Buying Property in Panama (The Short Version)

Yes, it’s legal and safe for foreigners to buy property in Panama. But, as with pretty much everything else in this world, it’s important to know what you’re doing.

This is the short version of how Ken and I went about buying property in Panama in early 2018:

  1. Get educated on buying property in Panama (thank God for the internet!)
  2. Decide on general area to look for property
  3. Nail down budget and make wish/non-negotiable list
  4. Search online for listings and active sellers and agents
  5. Get WhatsApp working and reserve a 4-wheel drive
  6. Go to Panama
  7. Check out Cambutal property
  8. Constantly look for “for sale” signs while driving around
  9. Call and text sellers and agents (through WhatsApp)
  10. Connect with real estate agent based in Pedasi
  11. Tour Bucaro project with seller
  12. Adjust wish list to match reality
  13. Remember the non-negotiables/rule out Cambutal property
  14. Tour Playa Venao project with seller
  15. Revisit Playa Venao project multiple times
  16. Meet with with property managers in Pedasi
  17. Meet with attorney to start due diligence and contract negotiations on Playa Venao property
  18. Go back to U.S.
  19. Transfer 10% deposit to seller
  20. Begin full scale contract negotiations
  21. Continue to negotiate contract terms
  22. Find the strength to continue negotiating
  23. Celebrate the agreement on all terms by all parties
  24. Attorney finalizes contract and deed
  25. Pay final balance to seller (before transfer of title to my name)
  26. Have faith and wait
  27. Return to Panama to record the sale with seller at the Direccion General de Ingresos/Ministerio de Economia y Finanazas and the Notary
  28. Watch the sunset from my new property
  29. Wait for seller to submit everything to the Registro Publico to complete the transfer
  30. Get notification from attorney that all docs are in his possession

The good news is that, with the exception of Steps #20—#22, the experience went very smoothly. These few steps were challenging at best—and thoroughly exhausting at worst—for a couple of reasons.

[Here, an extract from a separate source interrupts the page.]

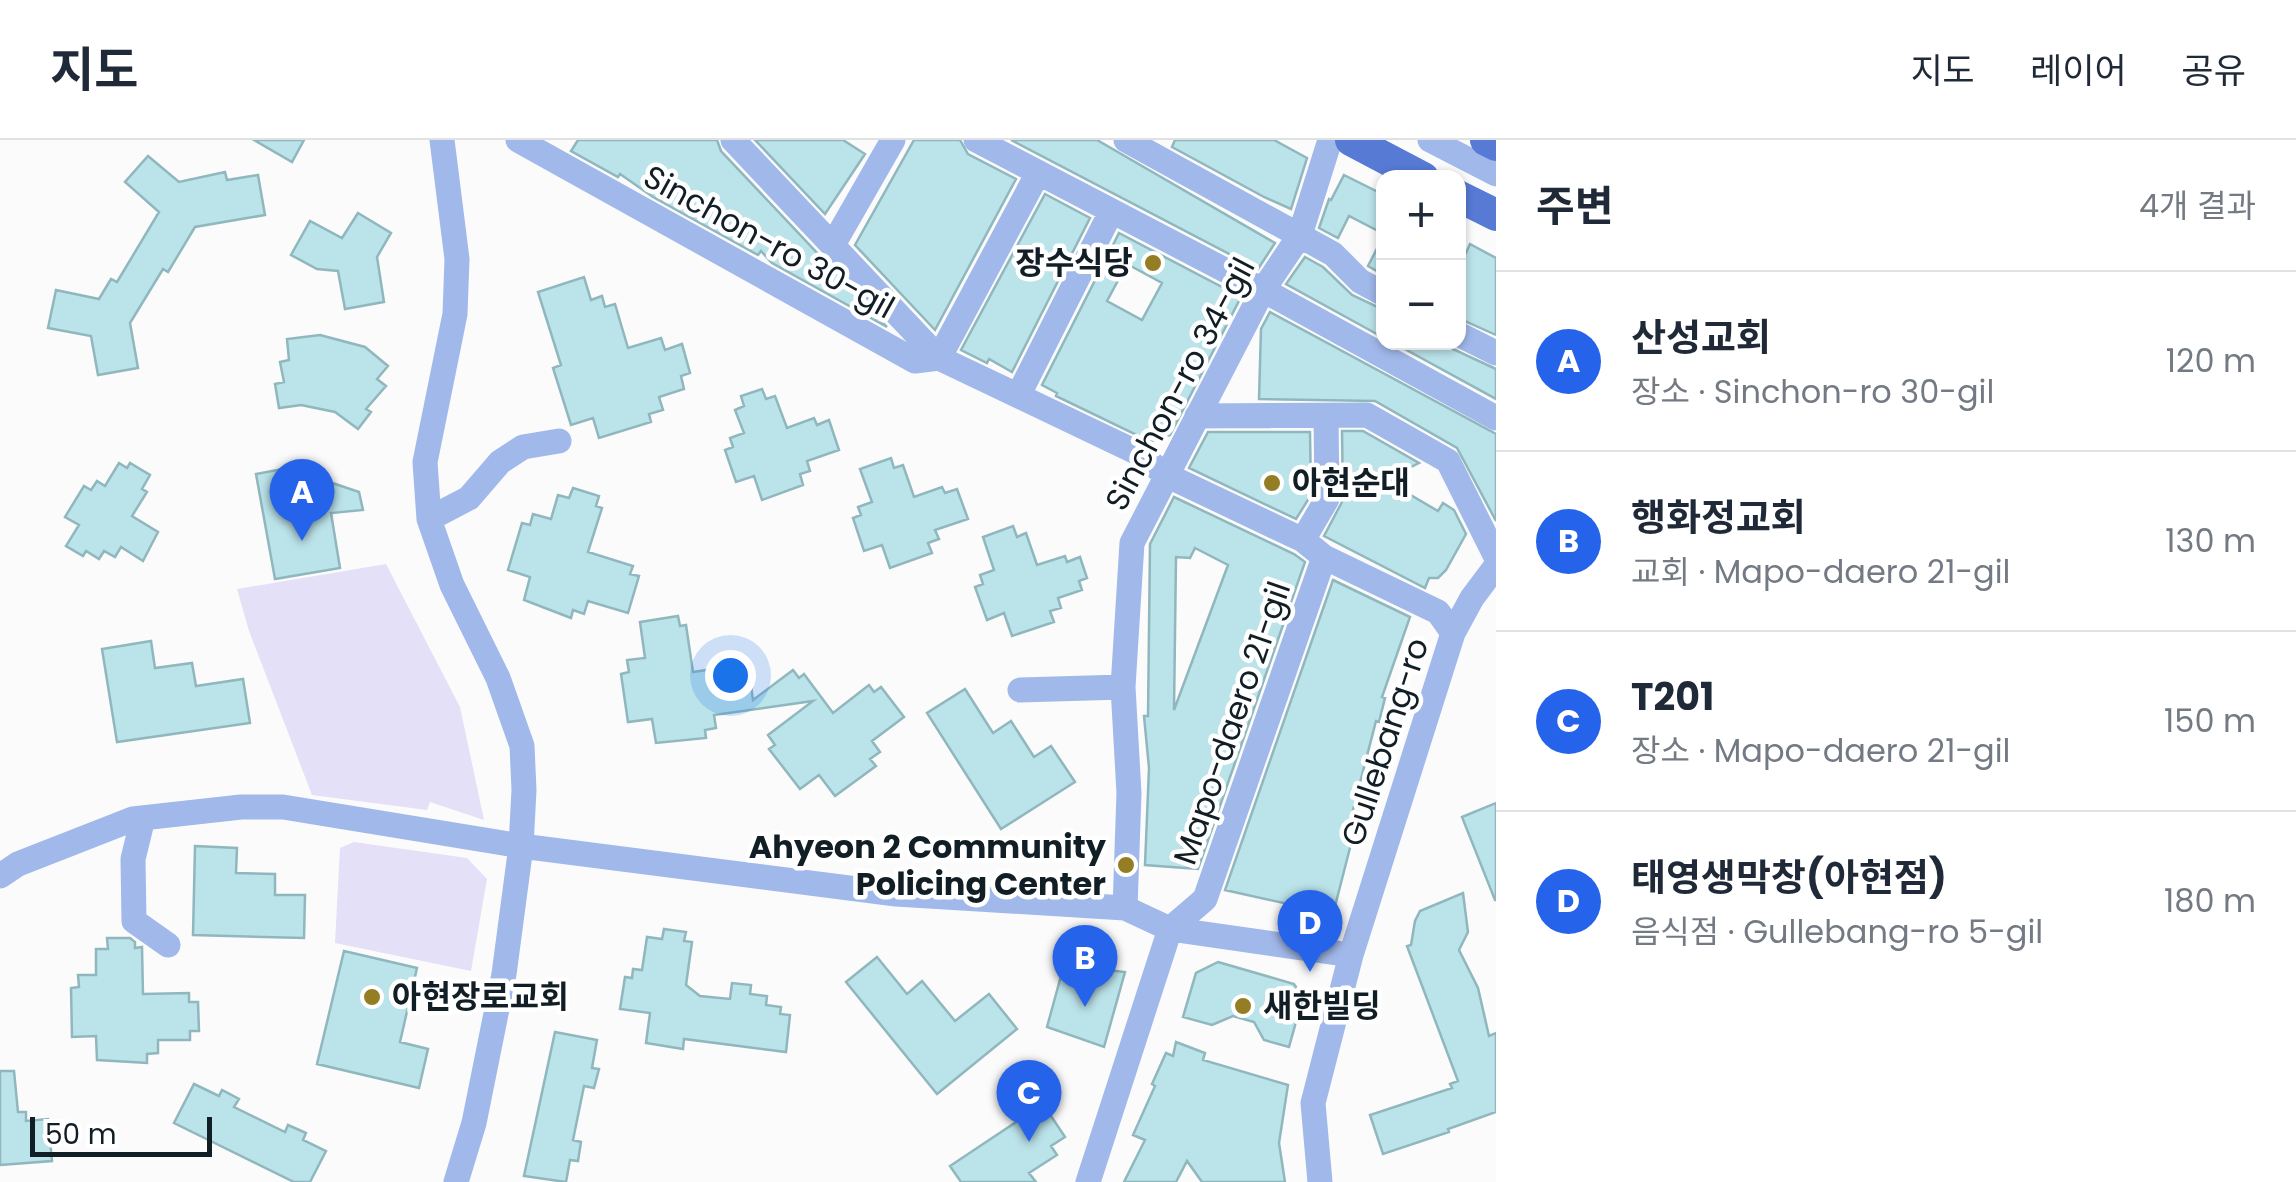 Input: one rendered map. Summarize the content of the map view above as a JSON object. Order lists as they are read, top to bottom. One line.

First, I think I’ve already made it clear that I was terrified to be investing my nest egg (did I mention it was irreplaceable???) outside of the U.S. The voices of all the naysayers, including the tiny one sitting on my own shoulder, made it tough to navigate through a process I was comfortable with on my home turf. I wanted to be absolutely sure to dot every ‘i’ and cross every ‘t’ to prevent future nightmares.

Second, all three parties involved in the transaction—the seller, myself, and my attorney—were detail-oriented and headstrong to varying degrees. 😏

I did my very best to maintain professionalism and have grace—and I believe the seller and attorney did as well.

Here’s the day-by-day rundown (AKA “Long Version”) of our experience buying property in Panama…

Buying Property in Panama (The Long Version)

Before We Arrived

Months before booking our flight, Ken and I both spent a lot of time learning as much as we could about buying property in Panama — primarily from various websites (of attorneys, real estate brokerages, etc.) and several expat Facebook groups.

We nailed down where we’d be shopping on a reconnaissance mission in December 2016. After driving the circumference of Panama, Playa Venao was the hands down mutual winner, but we were both open to the Azuero Peninsula in general.

We were primarily looking for vacant land—not because we were excited about the prospect of building in a foreign country, but because we didn’t want all of the risks and hassles that would come with being absentee owners of a house until we moved to Panama in three years.

As I shared in our Expat Living in Central America post, trees (with monkeys), ocean, and privacy were our non-negotiables. Our hope was to have about 3-5 relatively remote acres.

I was clear on what I could afford to pay for land and still have enough left to build.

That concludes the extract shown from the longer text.